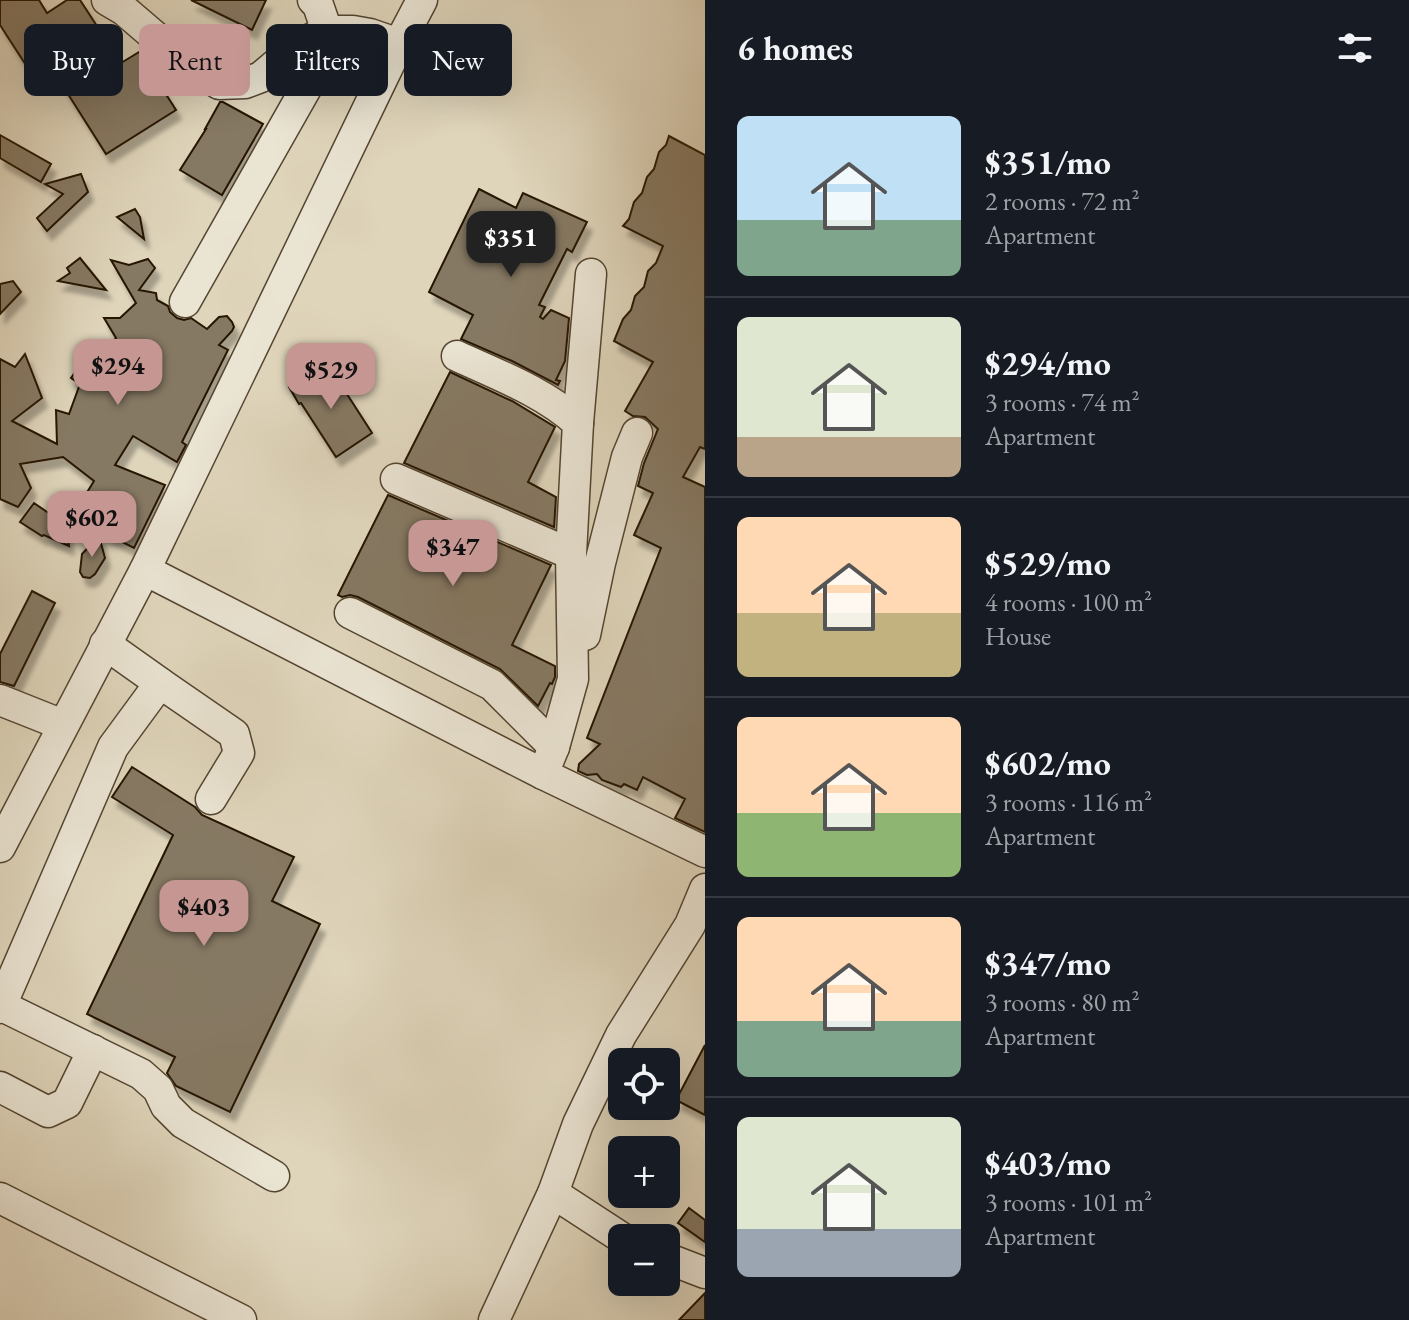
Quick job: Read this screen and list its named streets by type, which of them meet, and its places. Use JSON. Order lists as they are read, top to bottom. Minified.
{"page":{"heading":"6 homes","chip":["Buy","Rent","Filters","New"],"list":[{"name":"$351/mo","note":"2 rooms · 72 m² · Apartment"},{"name":"$294/mo","note":"3 rooms · 74 m² · Apartment"},{"name":"$529/mo","note":"4 rooms · 100 m² · House"},{"name":"$602/mo","note":"3 rooms · 116 m² · Apartment"},{"name":"$347/mo","note":"3 rooms · 80 m² · Apartment"},{"name":"$403/mo","note":"3 rooms · 101 m² · Apartment"}],"price":["$351","$294","$529","$602","$347","$403"],"map_buttons":["+","−"]}}
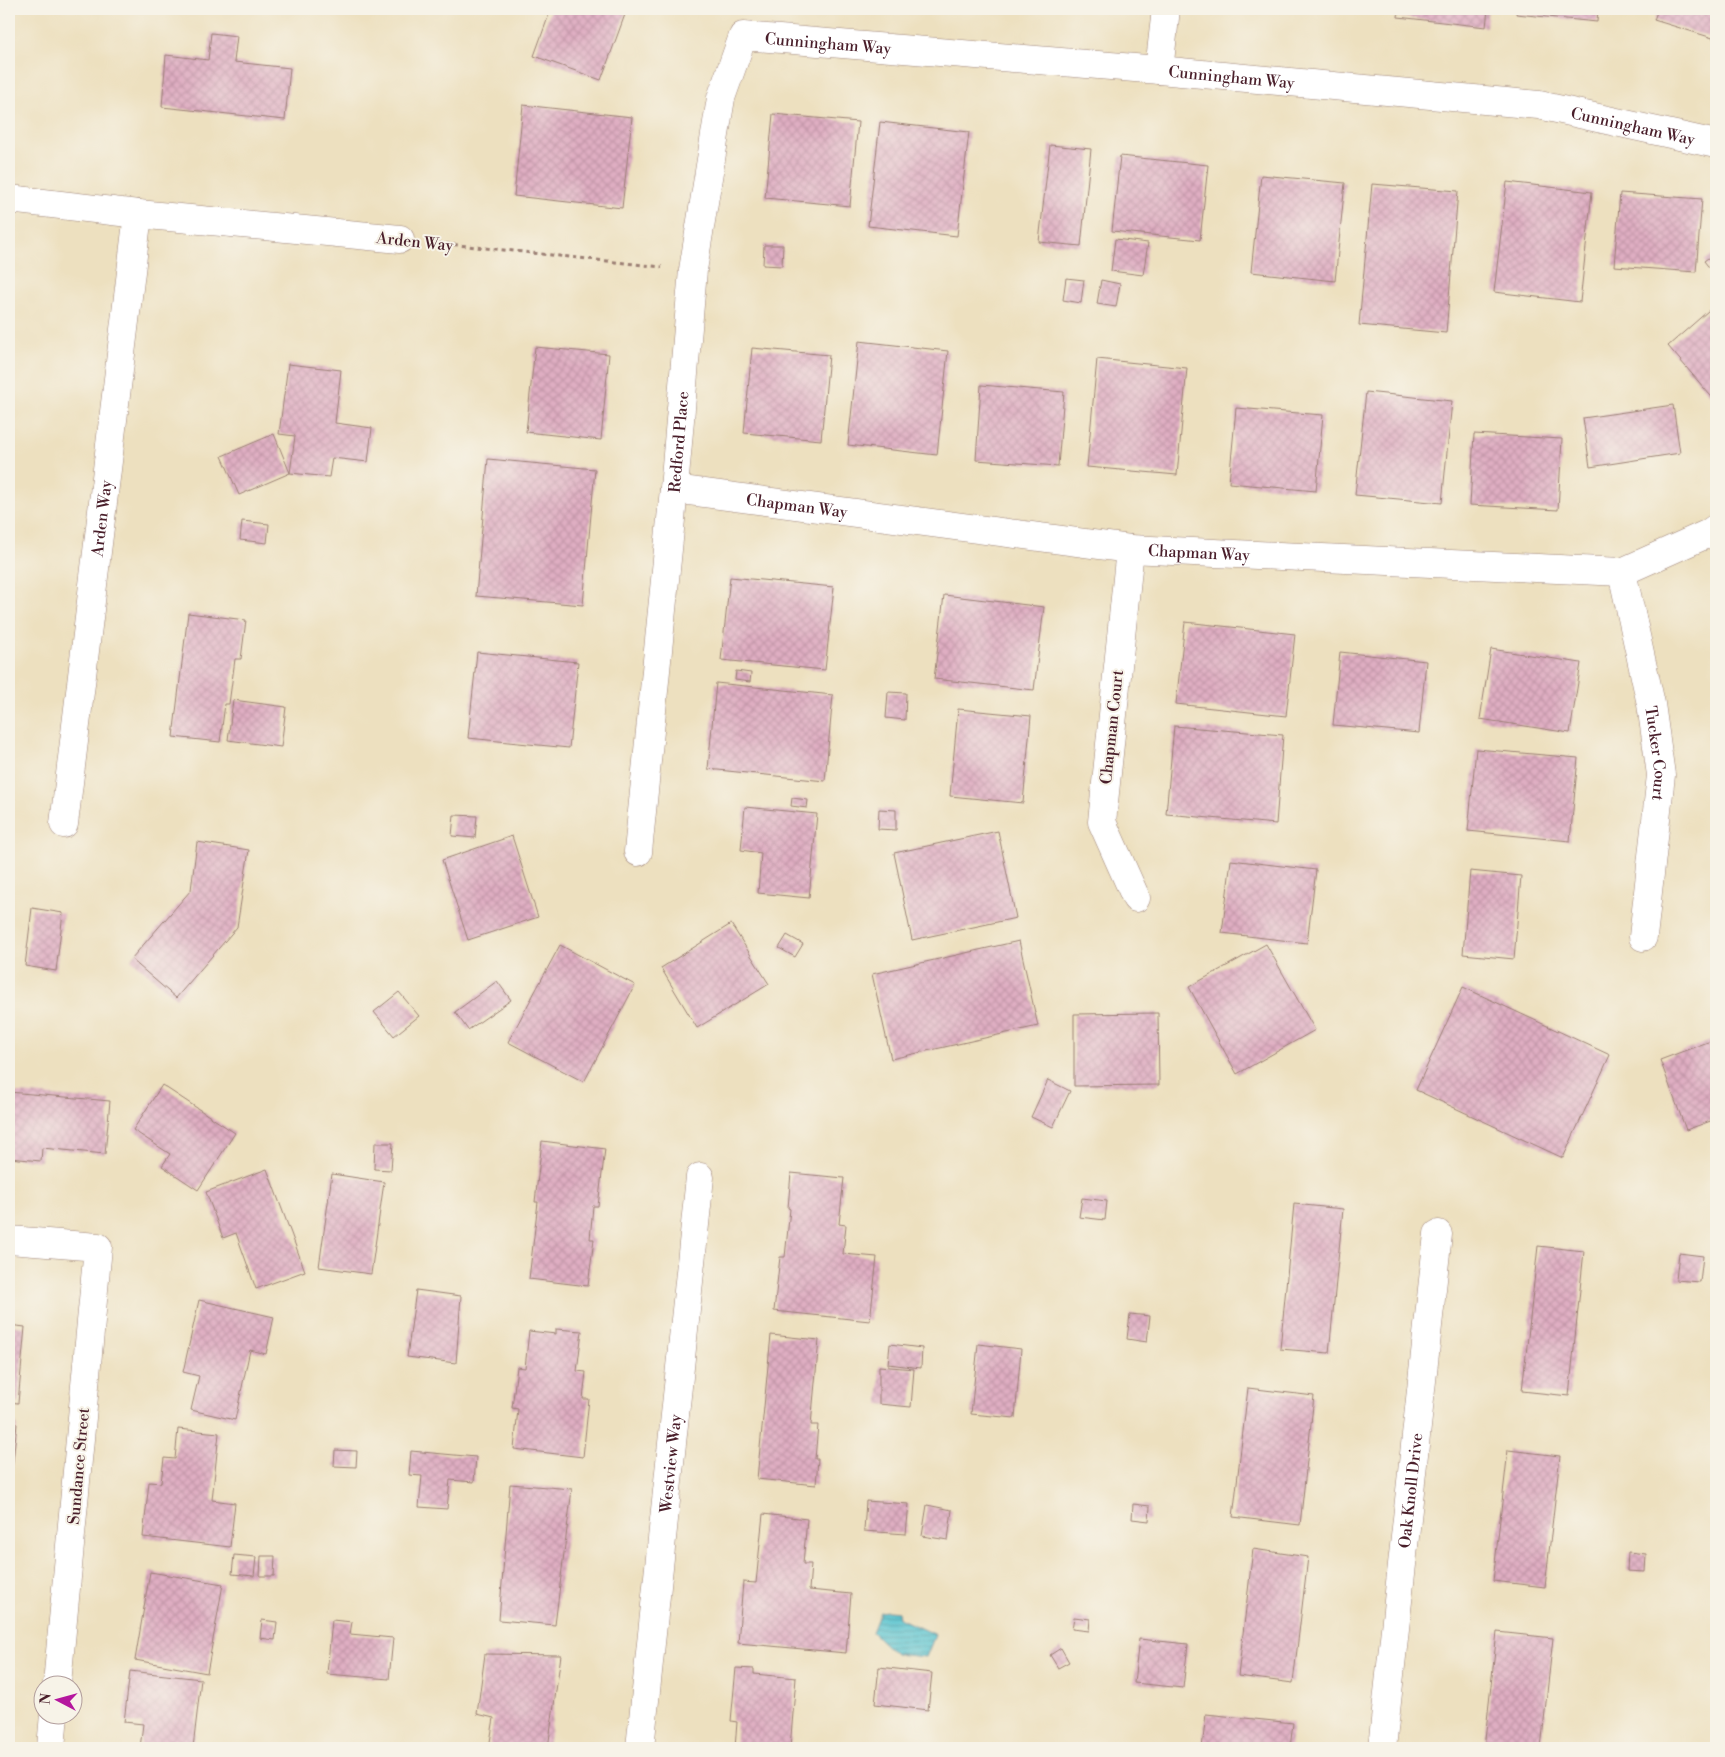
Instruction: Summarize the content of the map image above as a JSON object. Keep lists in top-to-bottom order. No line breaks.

========

Work instructions: Every line above should be copied exactly; do not carry over the pictures.

Answer below:
Quick job: Read this screen and list its named streets by type, which of them meet, and its places. Use JSON. Order lists as they are read, top to bottom. Minified.
{"page":{"heading":"6 homes","chip":["Buy","Rent","Filters","New"],"list":[{"name":"$351/mo","note":"2 rooms · 72 m² · Apartment"},{"name":"$294/mo","note":"3 rooms · 74 m² · Apartment"},{"name":"$529/mo","note":"4 rooms · 100 m² · House"},{"name":"$602/mo","note":"3 rooms · 116 m² · Apartment"},{"name":"$347/mo","note":"3 rooms · 80 m² · Apartment"},{"name":"$403/mo","note":"3 rooms · 101 m² · Apartment"}],"price":["$351","$294","$529","$602","$347","$403"],"map_buttons":["+","−"]}}
Instruction: Summarize the content of the map image above as a JSON object. Keep lists in top-to-bottom order. No line breaks.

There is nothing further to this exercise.